The images picked up by the eyes are projected upside down on each of the eyes retina. This in turn will be perceived the right way up by the brain, which will interpret the three dimensional values of the external environment at a very fast and effective rate

Illusions

It is possible for the physiological state of the brain to deviate from the norm and trigger of a mental disorder. Illusions are a symptom of such mental disorders.

However it is also possible to trick the senses of a perfectly functional healthy brain. Illusions, such as the mirages that appear in the desert are caused by trickery of the sense, leading us to believe there is something out there when this is not the case.

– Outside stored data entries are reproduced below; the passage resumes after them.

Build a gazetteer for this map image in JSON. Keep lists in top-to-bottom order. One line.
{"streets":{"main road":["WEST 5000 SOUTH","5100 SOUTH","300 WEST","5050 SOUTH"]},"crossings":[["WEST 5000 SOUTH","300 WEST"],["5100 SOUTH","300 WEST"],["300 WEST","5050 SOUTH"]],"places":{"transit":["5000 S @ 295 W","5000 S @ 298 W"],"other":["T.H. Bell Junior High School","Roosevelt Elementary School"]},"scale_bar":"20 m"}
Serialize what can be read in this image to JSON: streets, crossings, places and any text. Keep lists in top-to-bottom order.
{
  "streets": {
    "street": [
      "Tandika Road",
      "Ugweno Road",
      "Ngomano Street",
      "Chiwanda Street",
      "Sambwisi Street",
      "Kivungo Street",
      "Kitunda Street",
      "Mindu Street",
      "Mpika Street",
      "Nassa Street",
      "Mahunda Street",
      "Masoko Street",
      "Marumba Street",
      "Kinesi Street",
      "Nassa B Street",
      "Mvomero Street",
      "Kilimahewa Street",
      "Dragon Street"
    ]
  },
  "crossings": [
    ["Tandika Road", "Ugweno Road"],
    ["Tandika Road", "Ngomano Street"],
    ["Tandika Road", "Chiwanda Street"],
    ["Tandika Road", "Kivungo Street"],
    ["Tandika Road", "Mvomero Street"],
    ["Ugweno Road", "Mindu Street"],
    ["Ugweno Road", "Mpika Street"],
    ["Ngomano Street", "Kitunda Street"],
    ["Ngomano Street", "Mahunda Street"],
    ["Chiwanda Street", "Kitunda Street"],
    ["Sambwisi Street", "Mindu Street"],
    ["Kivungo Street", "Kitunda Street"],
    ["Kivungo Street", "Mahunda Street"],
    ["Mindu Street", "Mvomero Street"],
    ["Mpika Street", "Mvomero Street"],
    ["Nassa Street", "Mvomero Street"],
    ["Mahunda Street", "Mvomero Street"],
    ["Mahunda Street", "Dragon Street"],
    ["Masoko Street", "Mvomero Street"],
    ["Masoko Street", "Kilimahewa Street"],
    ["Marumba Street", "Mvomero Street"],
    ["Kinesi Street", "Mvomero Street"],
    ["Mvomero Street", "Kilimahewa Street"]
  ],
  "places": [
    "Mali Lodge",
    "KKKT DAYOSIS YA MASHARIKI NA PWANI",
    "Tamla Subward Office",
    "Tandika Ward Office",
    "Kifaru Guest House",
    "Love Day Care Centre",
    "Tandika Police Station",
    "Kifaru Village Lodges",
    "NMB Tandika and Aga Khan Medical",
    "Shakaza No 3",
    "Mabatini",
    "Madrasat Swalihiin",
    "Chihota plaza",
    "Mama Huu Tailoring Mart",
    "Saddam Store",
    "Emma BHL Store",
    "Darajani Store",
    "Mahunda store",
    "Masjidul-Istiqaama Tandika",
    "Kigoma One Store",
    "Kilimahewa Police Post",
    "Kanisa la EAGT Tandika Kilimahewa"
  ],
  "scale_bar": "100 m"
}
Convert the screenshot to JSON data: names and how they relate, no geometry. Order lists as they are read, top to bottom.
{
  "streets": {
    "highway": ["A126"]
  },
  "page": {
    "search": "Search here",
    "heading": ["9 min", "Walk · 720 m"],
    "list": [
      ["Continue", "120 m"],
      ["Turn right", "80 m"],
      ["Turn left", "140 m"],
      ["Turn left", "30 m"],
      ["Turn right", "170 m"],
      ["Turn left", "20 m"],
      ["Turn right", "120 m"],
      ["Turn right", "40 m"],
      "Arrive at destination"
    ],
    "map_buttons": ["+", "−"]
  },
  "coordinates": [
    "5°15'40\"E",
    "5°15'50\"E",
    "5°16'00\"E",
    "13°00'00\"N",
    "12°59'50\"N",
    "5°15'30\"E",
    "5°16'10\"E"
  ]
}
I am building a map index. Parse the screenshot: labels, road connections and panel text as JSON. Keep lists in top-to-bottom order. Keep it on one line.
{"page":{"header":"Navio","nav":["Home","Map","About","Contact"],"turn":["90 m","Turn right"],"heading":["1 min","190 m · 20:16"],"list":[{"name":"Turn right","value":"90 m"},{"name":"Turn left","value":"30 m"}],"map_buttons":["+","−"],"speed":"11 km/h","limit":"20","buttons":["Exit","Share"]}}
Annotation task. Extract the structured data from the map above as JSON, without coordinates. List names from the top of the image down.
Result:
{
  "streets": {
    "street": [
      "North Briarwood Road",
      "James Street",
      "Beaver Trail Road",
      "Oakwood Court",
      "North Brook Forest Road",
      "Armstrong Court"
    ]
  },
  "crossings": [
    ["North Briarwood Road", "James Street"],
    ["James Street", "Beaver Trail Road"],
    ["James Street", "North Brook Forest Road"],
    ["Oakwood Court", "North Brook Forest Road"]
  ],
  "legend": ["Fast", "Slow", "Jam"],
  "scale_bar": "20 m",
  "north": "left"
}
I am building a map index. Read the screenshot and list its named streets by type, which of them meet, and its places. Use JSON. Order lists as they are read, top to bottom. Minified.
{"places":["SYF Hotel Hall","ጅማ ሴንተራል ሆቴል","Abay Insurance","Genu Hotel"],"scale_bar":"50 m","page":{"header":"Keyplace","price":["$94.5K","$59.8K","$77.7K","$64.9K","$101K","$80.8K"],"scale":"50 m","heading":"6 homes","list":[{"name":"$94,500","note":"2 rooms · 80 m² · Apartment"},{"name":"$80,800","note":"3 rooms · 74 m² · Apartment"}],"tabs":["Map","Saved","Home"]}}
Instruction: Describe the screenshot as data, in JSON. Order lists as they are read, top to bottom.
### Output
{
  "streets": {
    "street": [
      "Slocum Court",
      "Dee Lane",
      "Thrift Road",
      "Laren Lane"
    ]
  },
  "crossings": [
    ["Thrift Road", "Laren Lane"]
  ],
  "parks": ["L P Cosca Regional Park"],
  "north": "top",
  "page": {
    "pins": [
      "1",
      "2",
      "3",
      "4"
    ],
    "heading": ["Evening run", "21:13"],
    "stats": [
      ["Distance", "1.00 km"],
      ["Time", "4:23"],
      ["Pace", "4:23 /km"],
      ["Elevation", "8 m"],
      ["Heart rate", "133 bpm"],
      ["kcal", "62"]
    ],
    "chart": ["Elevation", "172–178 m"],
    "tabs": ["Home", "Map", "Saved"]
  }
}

More information on illusions and mind trickery are looked upon in the next page


Neurology of Illusions

As mentioned in the previous page looking at perception, illusions can be caused by mental disorders or misreading of the sensory data obtained from the external environment. For now we will look at the latter.

Visual Illusions

Auditory Illusions

One of the most famous of these is the Doppler Effect, where a noise situated close to you has a higher pitch of sound to that of a sound further away. This is the case if you should and get an echo, your voice will always sound more deeper in the echo when it is not. This is effectively an illusion.

The Study of Illusions

As mentioned previously, the study of illusions in sufferers of a mental disorder provide a key into a deeper understand of what is going on in their mind. This is also the case of a healthy brain, where the study of illusions can work out the parameters at which it compensates for its own lack of ability

It is worth noting that the trial and error the sensory organs function have, they are as just as foolproof as any other conscious human thought. The chances of your brain not being able to guess the spatial distance of a fuzzy moving object is the same lack in ability that people have in typing an error free document

In this sense, illusions is studying the perceptions and sensory data obtained from situations where human error prevents us from seeing the real deal.

Another interesting fact is that the retina is read by the brain every 0.1 seconds, meaning that you are not actually seeing anything in the present, but something that just happened a fraction of a second ago.